Segment Open

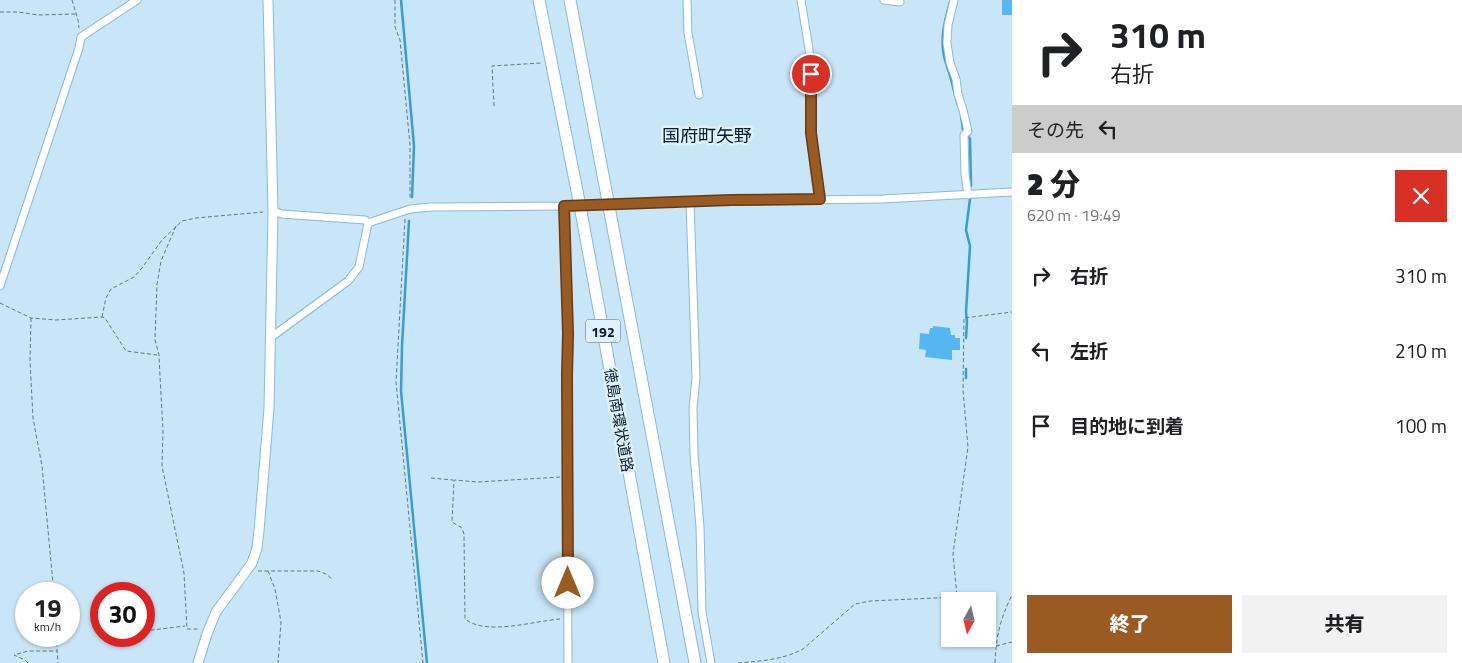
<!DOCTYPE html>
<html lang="ja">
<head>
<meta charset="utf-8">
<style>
  :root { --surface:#fff; --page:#f2f2f2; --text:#202124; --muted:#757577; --accent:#9a5b22 }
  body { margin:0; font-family:"Titillium Web","Noto Sans JP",sans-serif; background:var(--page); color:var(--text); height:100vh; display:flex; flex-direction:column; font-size:19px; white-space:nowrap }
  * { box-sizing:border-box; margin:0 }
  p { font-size:16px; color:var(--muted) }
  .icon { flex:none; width:28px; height:28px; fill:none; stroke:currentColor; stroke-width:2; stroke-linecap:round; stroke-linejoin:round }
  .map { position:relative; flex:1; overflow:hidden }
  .sheet { display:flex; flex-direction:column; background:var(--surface); width:450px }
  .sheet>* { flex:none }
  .guide { background:#fff; color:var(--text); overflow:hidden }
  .needle { width:32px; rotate:188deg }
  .tools { position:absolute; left:941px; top:592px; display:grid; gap:10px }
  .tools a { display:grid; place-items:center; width:55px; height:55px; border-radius:0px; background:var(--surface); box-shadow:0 1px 4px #0004; font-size:25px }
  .speed { position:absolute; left:15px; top:582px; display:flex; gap:10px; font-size:25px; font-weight:700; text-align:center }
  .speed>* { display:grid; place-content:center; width:65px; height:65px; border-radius:50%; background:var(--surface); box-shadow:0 1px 4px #0004; line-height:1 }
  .speed small { font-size:12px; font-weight:400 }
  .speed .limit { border:8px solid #d22; background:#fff; color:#111 }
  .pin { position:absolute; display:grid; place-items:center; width:42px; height:42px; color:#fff; margin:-21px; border:2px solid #fff; border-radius:50%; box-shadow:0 1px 5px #0007 }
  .me { position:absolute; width:55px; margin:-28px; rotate:0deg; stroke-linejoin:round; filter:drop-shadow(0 0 4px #0008) }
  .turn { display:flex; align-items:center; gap:18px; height:105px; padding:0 15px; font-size:22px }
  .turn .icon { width:65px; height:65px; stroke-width:2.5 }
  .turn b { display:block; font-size:35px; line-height:42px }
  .then { display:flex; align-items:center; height:48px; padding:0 15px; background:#0003; gap:10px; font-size:19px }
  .round { display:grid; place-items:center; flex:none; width:52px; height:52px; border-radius:0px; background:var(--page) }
  .headline { display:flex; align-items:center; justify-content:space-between; height:85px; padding:0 15px }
  h1 { font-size:30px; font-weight:800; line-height:38px }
  .cta { display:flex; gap:10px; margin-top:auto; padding:10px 15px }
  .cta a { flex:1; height:58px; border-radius:0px; background:var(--accent); color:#fff; font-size:20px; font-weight:800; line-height:58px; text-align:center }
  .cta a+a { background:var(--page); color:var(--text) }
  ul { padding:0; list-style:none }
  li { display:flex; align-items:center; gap:15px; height:75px; padding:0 15px }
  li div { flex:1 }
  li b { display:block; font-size:19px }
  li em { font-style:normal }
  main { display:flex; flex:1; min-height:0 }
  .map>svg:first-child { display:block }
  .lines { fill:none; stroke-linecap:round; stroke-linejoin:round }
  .stream { stroke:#389cd5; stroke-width:2.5 }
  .building { fill:#56b6f1 }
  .minor-casing { stroke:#8bb9d8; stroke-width:9 }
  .tertiary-casing { stroke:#8bb9d8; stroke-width:11 }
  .trunk-casing { stroke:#8bb9d8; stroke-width:13 }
  .path { stroke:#5f7685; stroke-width:1; stroke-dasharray:4 2.5; stroke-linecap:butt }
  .minor { stroke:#fff; stroke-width:7 }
  .tertiary { stroke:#fff; stroke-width:9 }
  .trunk { stroke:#fff; stroke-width:11 }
  .route-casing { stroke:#643b16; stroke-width:12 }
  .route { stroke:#9a5b22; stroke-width:9 }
  .labels { text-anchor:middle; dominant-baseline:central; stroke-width:5; stroke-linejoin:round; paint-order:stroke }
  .shield { fill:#def1fe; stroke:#495b68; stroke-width:1 }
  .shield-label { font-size:14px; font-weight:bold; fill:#091b27 }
  .street-label { font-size:15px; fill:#091b27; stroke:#def1fe }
  .quarter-label { font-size:18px; fill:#091b27; stroke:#def1fe }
</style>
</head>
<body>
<main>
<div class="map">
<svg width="1012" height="663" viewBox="0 0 1012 663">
  <rect width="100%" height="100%" fill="#c9e5f8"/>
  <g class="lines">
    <g class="stream">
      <path d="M401,0L414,146L412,197"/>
      <path d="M950,2C945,20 940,37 944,56C946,65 950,74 952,83C954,90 955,97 958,105"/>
      <path d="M961,115L963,130L970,139L971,186"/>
      <path d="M409,221L402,346L401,391L427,663"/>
      <path d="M966,338L967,322L966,312L970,246L966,230L970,199"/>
      <path d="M966,378V369"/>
    </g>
  </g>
  <g class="building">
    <rect x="1002" y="0" width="10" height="15"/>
    <path d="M933,326L950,328L951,335H955V338H960V350H952V360L925,357L926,350L919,349L920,333L929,334L930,328H933Z"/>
  </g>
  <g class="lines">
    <g class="minor-casing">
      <g id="minor">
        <path d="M687,0L688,33L699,95"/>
        <path d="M801,0L809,49L811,74V133L820,199"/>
        <path d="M884,0L900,2"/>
        <path d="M954,0L948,25L947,43L950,63L956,79L958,94L963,110L968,131L964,135L965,174L968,195"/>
        <path d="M690,202L696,378L693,408L694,454L700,527L702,612L711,663"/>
        <path d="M564,206L567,279L569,351L567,376L568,663"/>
        <path d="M273,211L282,214L365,220L368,223"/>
        <path d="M0,286L79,48L81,37L137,0"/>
        <path d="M270,338L348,281L359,267L368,223L410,209L431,207L564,206L731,201L882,199L1012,192"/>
      </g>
    </g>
    <g class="tertiary-casing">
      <path id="tertiary" d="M198,663L207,634L216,612L252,563L257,548L259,531L269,408L273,211L268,0"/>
    </g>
    <g class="trunk-casing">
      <g id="trunk">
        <path d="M539,0L580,206L664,663"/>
        <path d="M570,0L695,663"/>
      </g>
    </g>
    <g class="path">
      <path d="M72,0L78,20L79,28"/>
      <path d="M395,0V27L400,40L410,145V200"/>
      <path d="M0,12H18L38,15L76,14"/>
      <path d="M494,106L492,66L541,63"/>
      <path d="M405,219L396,382L423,663"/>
      <path d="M176,226L161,261L157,284L155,340L159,355L160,376L163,431L162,466L184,573L187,629H200"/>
      <path d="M0,303L31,318L56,320L102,317L105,318L126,351L157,355"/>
      <path d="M102,317L106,298L111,289L134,277L142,268L162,240L182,221L196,218L263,212"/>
      <path d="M31,318L30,361L33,418L42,466L54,594"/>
      <path d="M431,478L453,480"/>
      <path d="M258,571H318L326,574L332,579"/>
      <path d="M268,571L275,589L281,622L278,663"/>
      <path d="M560,619C534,621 486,636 465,619L464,534L462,528L452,522L454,480L478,482L560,477"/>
      <path d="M144,631L185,626"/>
      <path d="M56,636L58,663"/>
      <path d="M996,646L1012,642"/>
      <path d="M28,663L25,660L14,655L28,651H57"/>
      <path d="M738,663C761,661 782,660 803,649L855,604L870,601L957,597L953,554L968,447L963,390L964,318L1012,312"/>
      <path d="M995,663C996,637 1000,619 1012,595"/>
    </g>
    <use href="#minor" class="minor"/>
    <use href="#tertiary" class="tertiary"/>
    <use href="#trunk" class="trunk"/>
  </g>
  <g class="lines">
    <g class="route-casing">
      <path id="route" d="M568,583L567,376L568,333L564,206L731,200L820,199L811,133V74"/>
    </g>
    <use href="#route" class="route"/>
  </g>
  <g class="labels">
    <rect class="shield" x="585.5" y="319.5" width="35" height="23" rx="4"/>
    <g class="shield-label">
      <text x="603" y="331">192</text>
    </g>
    <g class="street-label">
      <text transform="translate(619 420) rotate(80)">徳島南環状道路</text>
    </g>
    <g class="quarter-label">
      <text x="707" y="135">国府町矢野</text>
    </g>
  </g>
</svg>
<div class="tools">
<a><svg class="needle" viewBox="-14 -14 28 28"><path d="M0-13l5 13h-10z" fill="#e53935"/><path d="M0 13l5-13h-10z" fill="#757577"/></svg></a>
</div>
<div class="speed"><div>19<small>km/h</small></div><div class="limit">30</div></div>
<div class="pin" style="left:811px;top:74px;background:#d93025"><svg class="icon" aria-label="arrive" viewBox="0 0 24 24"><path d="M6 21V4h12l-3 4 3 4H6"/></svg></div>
<svg class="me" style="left:568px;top:583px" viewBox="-20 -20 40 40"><circle r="19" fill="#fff"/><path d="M0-13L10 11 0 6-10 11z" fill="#9a5b22"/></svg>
</div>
<section class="sheet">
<div class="guide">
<div class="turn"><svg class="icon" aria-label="right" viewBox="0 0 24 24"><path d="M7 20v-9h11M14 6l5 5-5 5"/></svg><div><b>310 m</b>右折</div></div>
<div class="then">その先<svg class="icon" aria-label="left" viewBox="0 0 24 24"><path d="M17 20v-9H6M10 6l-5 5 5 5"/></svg></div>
</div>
<div class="headline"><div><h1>2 分</h1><p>620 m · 19:49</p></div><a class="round" style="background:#d93025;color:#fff"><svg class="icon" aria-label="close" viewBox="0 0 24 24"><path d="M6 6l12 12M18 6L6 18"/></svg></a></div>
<ul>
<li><svg class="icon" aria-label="right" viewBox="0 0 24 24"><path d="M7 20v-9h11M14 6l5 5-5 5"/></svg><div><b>右折</b></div><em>310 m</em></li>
<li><svg class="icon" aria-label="left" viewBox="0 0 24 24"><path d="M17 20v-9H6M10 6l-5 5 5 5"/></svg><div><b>左折</b></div><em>210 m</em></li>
<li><svg class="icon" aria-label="arrive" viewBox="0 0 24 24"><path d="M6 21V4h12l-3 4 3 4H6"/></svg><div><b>目的地に到着</b></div><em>100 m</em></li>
</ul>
<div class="cta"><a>終了</a><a>共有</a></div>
</section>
</main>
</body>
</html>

Segment Closed

TASK OBJECTIVE: What is the number of lines in the records above that include the word "tools"? Reply with that number and nothing more.

TASK ANSWER: 3